Finally, for the Gender–Science task, explicit stereotypes were assessed using two measures: a combined Likert measure indexing the respondent’s stereotypes about the associations of science with male and humanities with female; and a combined Likert measure probing the respondent’s attitudes toward science relative to humanities. Results from the direct stereotype measure indicated that all countries showed a significant explicit association of science with male and humanities with female. In contrast, results from the direct attitude measure revealed that half of the countries showed a preference for humanities over science (indicated by negative scores; Fig. 5), while the other half of countries showed a preference for science over humanities (indicated by positive scores). Thus, as would be expected, results from the direct and indirect measures of gender–science stereotypes are more closely aligned than the results from a direct measure of attitudes and an indirect measure of stereotypes (Fig. 5).

Fig. 5
figure 5

Country differences in implicit and explicit Gender–Science stereotypes. Y-axes represent Cohen’s d effect sizes from one-sample tests against μ = 0 for Implicit Association Test D scores (panel 1), explicit attitudes toward science and humanities measured from ten-point combined Likert scales (with 0 indicating neutral attitudes toward both domains; panel 2), and explicit stereotypes associating science with men and arts with women from 14-point combined Likert scales (with 0 indicating neutral stereotypes; panel 3). X-axes list the countries, ranked from left to right in order from strongest to weakest attitudes and stereotypes. Error bars represent 95% confidence interval limits around Cohen’s d estimates.

General discussion

In this paper, we introduced the PI:International dataset, with over 2.3 million tests of explicit and implicit social group attitudes and stereotypes toward seven social group domains (race, skin tone, body weight, sexuality, age, nationality, and gender–science), collected continuously over 11 years (2009–2019) from 34 countries (using 36 country-specific websites in the country’s native languages). PI:International is distinct from past research in providing an intersection of three key data features: (1) both direct and indirect measures of seven attitudes and stereotypes, (2) measured across multiple countries, and (3) measured continuously across 11 years. Given the known differences in attitudes and stereotypes across measurement types (e.g., Kurdi & Banaji, 2021), countries (e.g., Poushter & Kent, 2020), and time (Charlesworth & Banaji, 2019), a dataset that enables researchers to comprehensively examine (or control for) the interaction of these features will offer unique benefits.
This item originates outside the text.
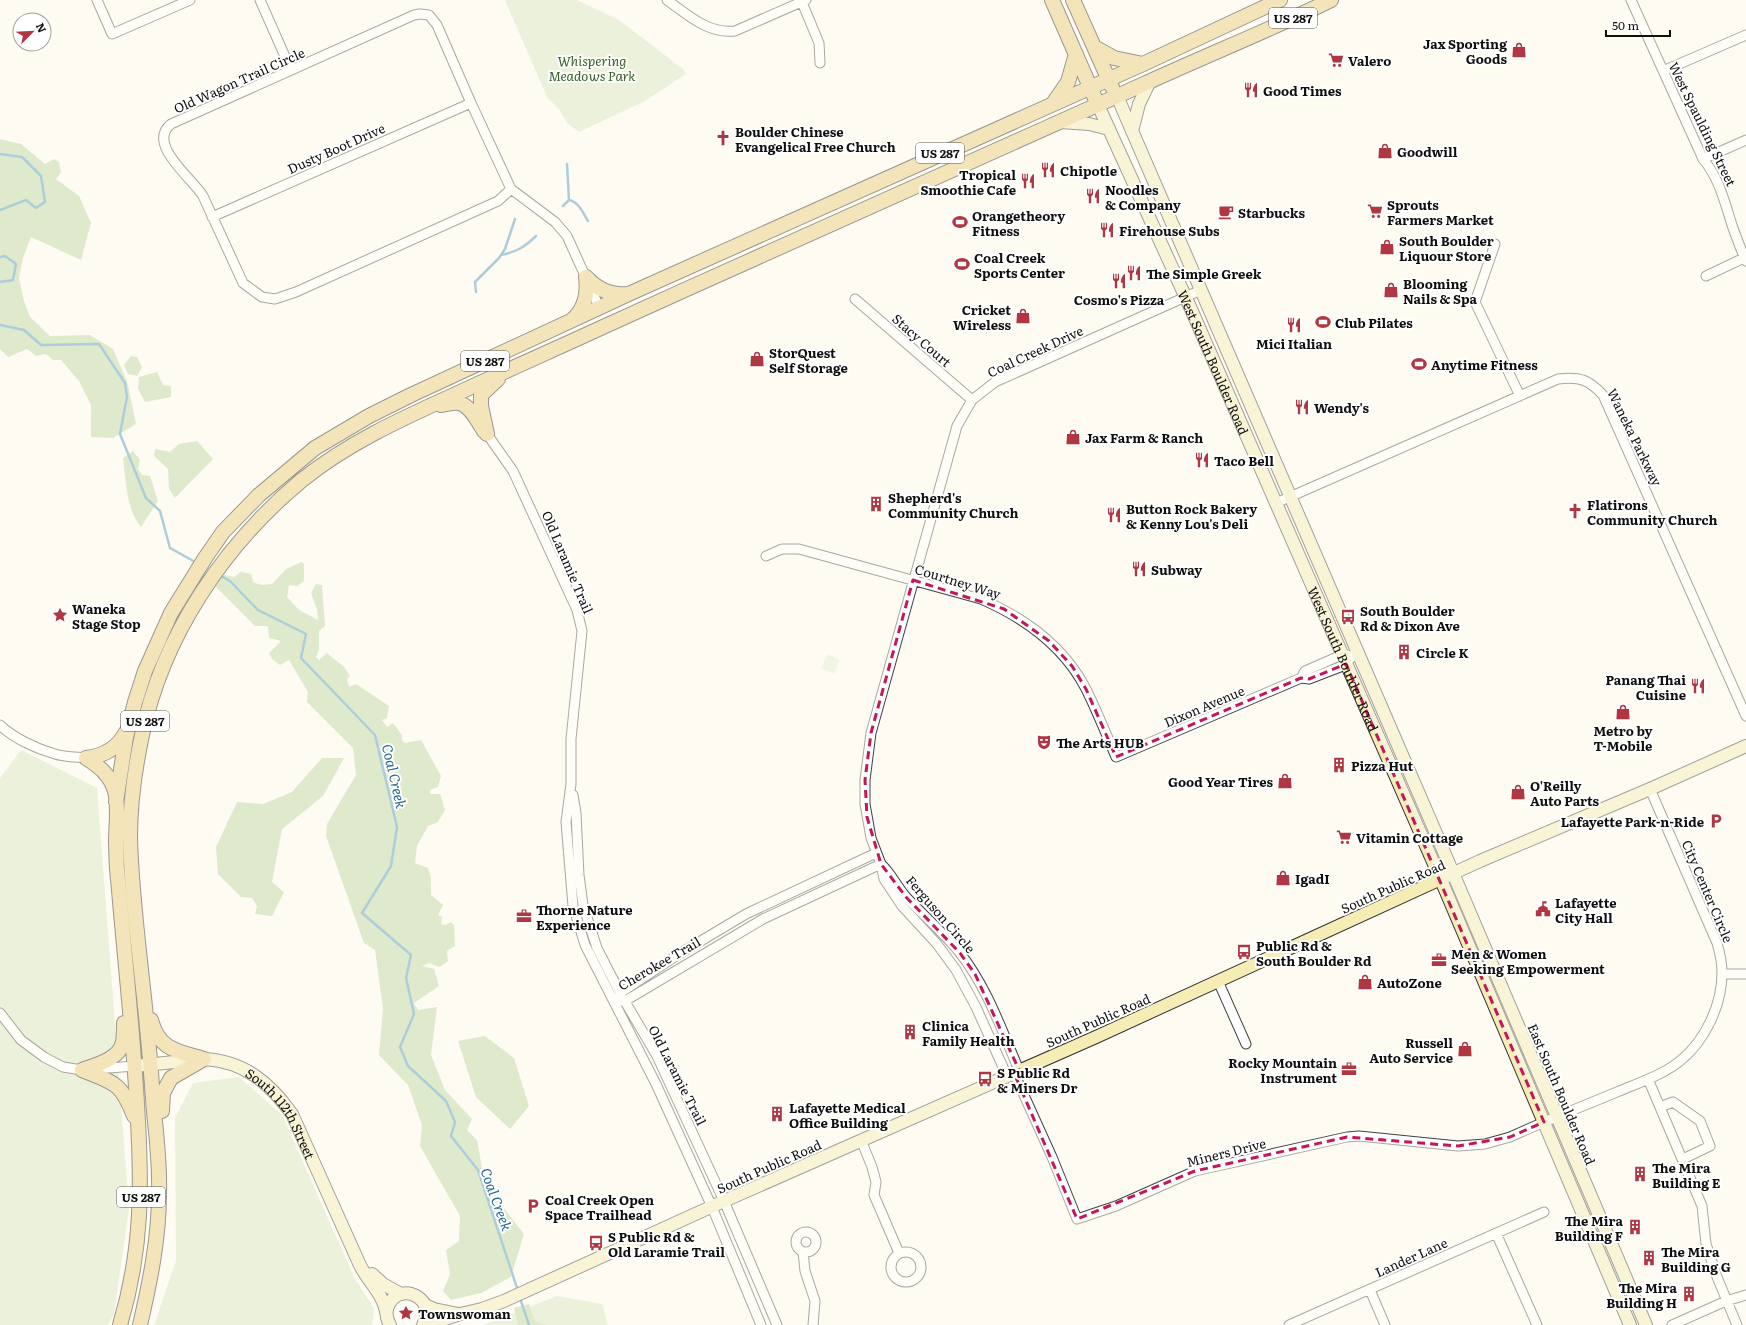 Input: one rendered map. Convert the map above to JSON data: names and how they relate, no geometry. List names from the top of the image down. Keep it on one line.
{"streets":{"main road":["US 287","West South Boulder Road","South Public Road","East South Boulder Road","South 112th Street"],"street":["Old Wagon Trail Circle","West Spaulding Street","Dusty Boot Drive","Stacy Court","Coal Creek Drive","Waneka Parkway","Old Laramie Trail","Courtney Way","Dixon Avenue","City Center Circle","Ferguson Circle","Cherokee Trail","Miners Drive","Lander Lane"]},"crossings":[["US 287","Old Wagon Trail Circle"],["US 287","West South Boulder Road"],["US 287","South 112th Street"],["Old Wagon Trail Circle","Dusty Boot Drive"],["Stacy Court","Coal Creek Drive"],["Coal Creek Drive","West South Boulder Road"],["Coal Creek Drive","Courtney Way"],["Coal Creek Drive","Ferguson Circle"],["West South Boulder Road","Waneka Parkway"],["West South Boulder Road","Dixon Avenue"],["West South Boulder Road","South Public Road"],["West South Boulder Road","East South Boulder Road"],["Old Laramie Trail","South Public Road"],["Old Laramie Trail","Cherokee Trail"],["Courtney Way","Dixon Avenue"],["South Public Road","City Center Circle"],["South Public Road","Ferguson Circle"],["South Public Road","East South Boulder Road"],["South Public Road","South 112th Street"],["South Public Road","Miners Drive"],["City Center Circle","East South Boulder Road"],["City Center Circle","Miners Drive"],["Ferguson Circle","Cherokee Trail"],["Ferguson Circle","Miners Drive"]],"water":["Coal Creek"],"parks":["Whispering Meadows Park"],"places":{"shop":["Jax Sporting Goods","Goodwill","South Boulder Liquour Store","Blooming Nails & Spa","Cricket Wireless","StorQuest Self Storage","Jax Farm & Ranch","Metro by T-Mobile","Good Year Tires","O'Reilly Auto Parts","IgadI","AutoZone","Russell Auto Service"],"supermarket":["Valero","Sprouts Farmers Market","Vitamin Cottage"],"restaurant":["Good Times","Chipotle","Tropical Smoothie Cafe","Noodles & Company","Firehouse Subs","The Simple Greek","Cosmo's Pizza","Mici Italian","Wendy's","Taco Bell","Button Rock Bakery & Kenny Lou's Deli","Subway","Panang Thai Cuisine"],"church":["Boulder Chinese Evangelical Free Church","Flatirons Community Church"],"cafe":["Starbucks"],"sports":["Orangetheory Fitness","Coal Creek Sports Center","Club Pilates","Anytime Fitness"],"building":["Shepherd's Community Church","Circle K","Pizza Hut","Clinica Family Health","Lafayette Medical Office Building","The Mira Building E","The Mira Building F","The Mira Building G","The Mira Building H"],"place":["Waneka Stage Stop","Townswoman"],"bus stop":["South Boulder Rd & Dixon Ave","Public Rd & South Boulder Rd","S Public Rd & Miners Dr","S Public Rd & Old Laramie Trail"],"theatre":["The Arts HUB"],"parking":["Lafayette Park-n-Ride","Coal Creek Open Space Trailhead"],"public building":["Lafayette City Hall"],"office":["Thorne Nature Experience","Men & Women Seeking Empowerment","Rocky Mountain Instrument"]},"scale_bar":"50 m","north":"top right"}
The analyses reported above suggest that the PI:International dataset performs well on tests of data quality, ensuring its usefulness for future research. Internal consistency of implicit attitude and stereotype scores was acceptable both overall and within each task. Satisfactory validity was also evident from tests of convergent validity (implicit–explicit correlations), with significant positive correlations found both overall in each task and in each of the 252 country-by-task datasets.
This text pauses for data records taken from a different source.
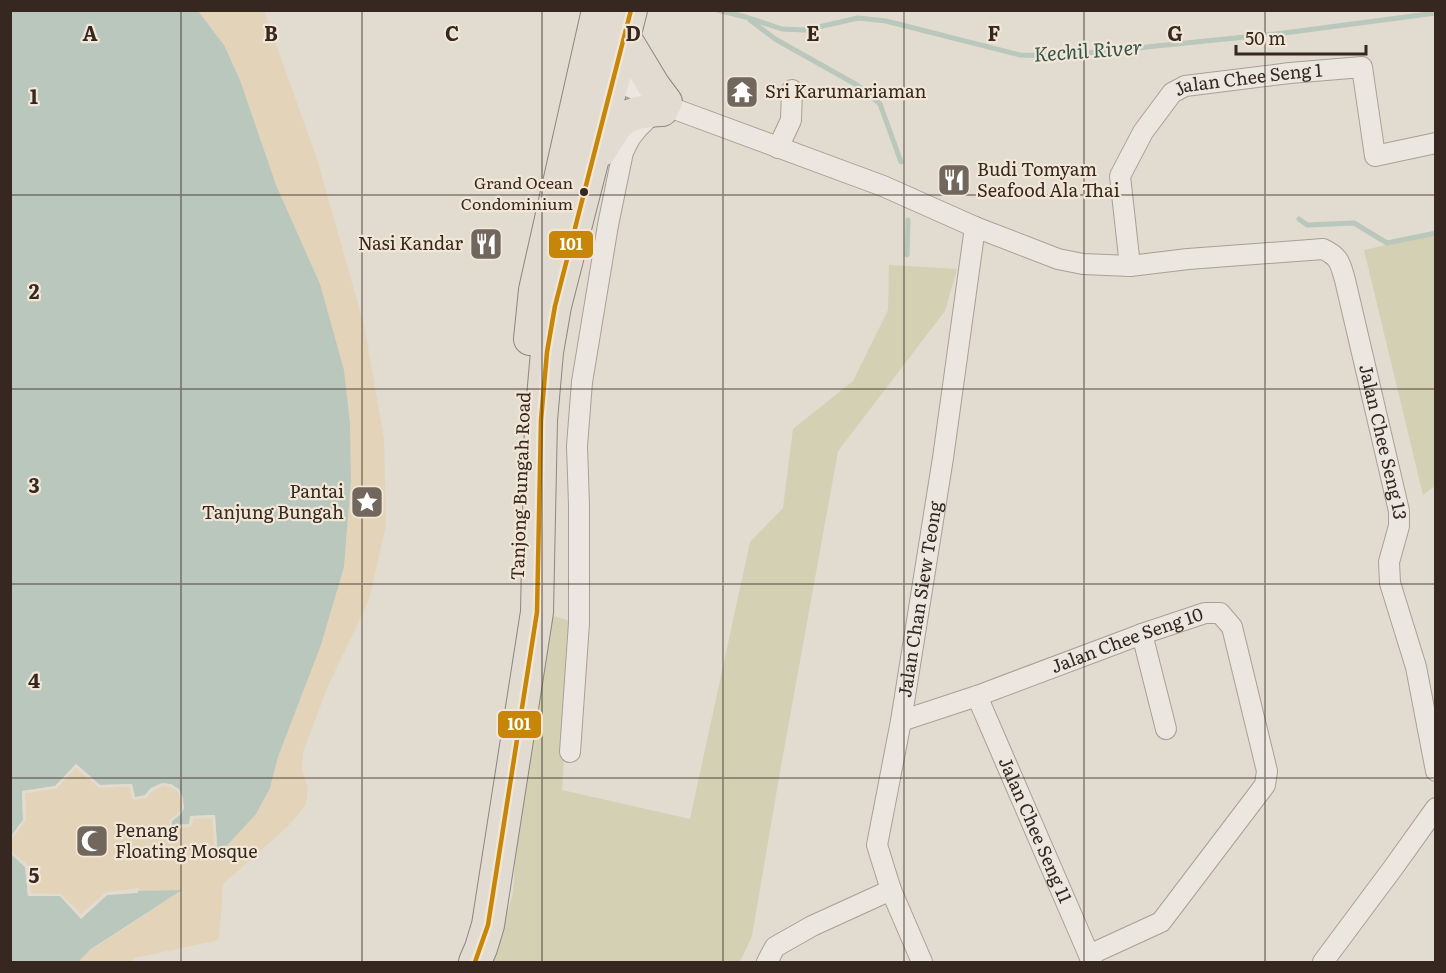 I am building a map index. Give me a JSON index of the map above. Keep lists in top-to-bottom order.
{
  "streets": {
    "main road": ["Tanjong Bungah Road"],
    "street": [
      "Jalan Chee Seng 1",
      "Jalan Chee Seng 13",
      "Jalan Chan Siew Teong",
      "Jalan Chee Seng 10",
      "Jalan Chee Seng 11"
    ]
  },
  "crossings": [
    ["Jalan Chee Seng 1", "Jalan Chee Seng 13"],
    ["Jalan Chan Siew Teong", "Jalan Chee Seng 10"],
    ["Jalan Chee Seng 10", "Jalan Chee Seng 11"]
  ],
  "water": ["Kechil River"],
  "places": {
    "temple": ["Sri Karumariaman"],
    "restaurant": ["Budi Tomyam Seafood Ala Thai", "Nasi Kandar"],
    "other": ["Grand Ocean Condominium"],
    "place": ["Pantai Tanjung Bungah"],
    "mosque": ["Penang Floating Mosque"]
  },
  "lines": ["transit line 101"],
  "scale_bar": "50 m",
  "grid": {
    "columns": [
      "A",
      "B",
      "C",
      "D",
      "E",
      "F",
      "G"
    ],
    "rows": [
      "1",
      "2",
      "3",
      "4",
      "5"
    ]
  }
}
We also investigated known groups validity for five group comparisons (sexual orientation, skin tone, body weight, age, and gender), with some comparisons revealing the anticipated patterns and others providing more nuanced results. Specifically, expected group differences were consistently observed on the Sexuality, Skin tone, and Body Weight tasks, such that members of typically stigmatized groups (i.e., self-identified gay, dark-skinned, and fat participants) exhibited lower levels of bias than members of socially dominant groups (i.e., self-identified straight, dark-skinned, and thin participants). However, both the Age and Gender–Science tasks diverged from expected known groups effects. Younger and older respondents differed in their implicit anti-old/pro-young attitudes for most countries (unlike Nosek et al., 2007), and women had stronger implicit gender–science stereotypes for most countries (unlike in the United States; Charlesworth & Banaji, 2022). Ultimately, such results call for future research to explain why younger and older respondents may have similar implicit anti-old/pro-young attitudes in the US (Nosek et al., 2007) but not in other countries, as well as why women in some countries (but not all) may have stronger gender–science stereotypes than men.
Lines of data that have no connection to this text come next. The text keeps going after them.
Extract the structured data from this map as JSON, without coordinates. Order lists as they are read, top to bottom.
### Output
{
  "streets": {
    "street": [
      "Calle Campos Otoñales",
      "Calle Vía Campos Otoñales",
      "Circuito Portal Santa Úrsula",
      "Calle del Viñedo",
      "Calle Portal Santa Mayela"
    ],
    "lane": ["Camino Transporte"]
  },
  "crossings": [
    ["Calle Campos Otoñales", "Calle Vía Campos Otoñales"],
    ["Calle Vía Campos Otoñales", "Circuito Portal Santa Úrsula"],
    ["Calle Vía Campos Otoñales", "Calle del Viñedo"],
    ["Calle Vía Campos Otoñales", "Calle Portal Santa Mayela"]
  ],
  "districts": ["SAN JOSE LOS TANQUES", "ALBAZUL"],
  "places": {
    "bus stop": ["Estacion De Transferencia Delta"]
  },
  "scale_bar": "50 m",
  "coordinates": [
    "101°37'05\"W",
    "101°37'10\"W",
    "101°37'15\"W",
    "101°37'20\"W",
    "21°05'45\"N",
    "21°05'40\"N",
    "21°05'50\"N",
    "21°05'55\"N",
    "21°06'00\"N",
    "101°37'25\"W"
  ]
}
Having established adequate data quality across various metrics, we next provided a descriptive summary of implicit and explicit attitudes and stereotypes across tasks and countries. Across nearly all countries and tasks, we found evidence for significant implicit and explicit attitudes and stereotypes in favor of the societally dominant group over societally stigmatized group, thereby attesting to the widespread pervasiveness of such social group representations across cultures and languages. It is remarkable that, despite the vast differences in country-level contexts and histories, all 36 website samples revealed, on average, implicit and explicit attitudes and stereotypes that favored the same high-status groups (e.g., White, light-skin, thin, young, straight, men) relative to the same low-status groups (e.g., Black, dark-skin, fat, old, gay, women).

Nonetheless, despite this impressive consistency in the direction of attitudes and stereotypes, we observed considerable variation in the magnitude of attitudes and stereotypes across domains and countries. For instance, on implicit sexuality attitudes – the task that showed the largest country-level range in magnitude – countries ranged from a weak pro-gay/anti-straight mean IAT score in Taiwan (Cohen’s d = − 0.32) to a strong pro-straight/anti-gay mean IAT score in Argentina (Cohen’s d = 1.03). Explaining and understanding why such variation exists is a primary future research direction that is now uniquely facilitated by the current dataset.

In short, the PI:International data will accelerate empirical and theoretical work on the patterns of implicit and explicit attitudes and stereotypes across time and space. Below, we highlight what we see as three exciting avenues for future research: (1) the effect of varying degrees of cultural immersion (e.g., language, citizenship, residency) on implicit and explicit attitudes and stereotypes; (2) the clustering of biases across topics and places; and (3) the patterns and sources of attitude and stereotype change across countries. Beyond these initial ideas that we are currently pursuing, we hope that the open data and code at the Open Science Framework will spur even more innovation and discoveries on the nature and variation of social attitudes and stereotypes.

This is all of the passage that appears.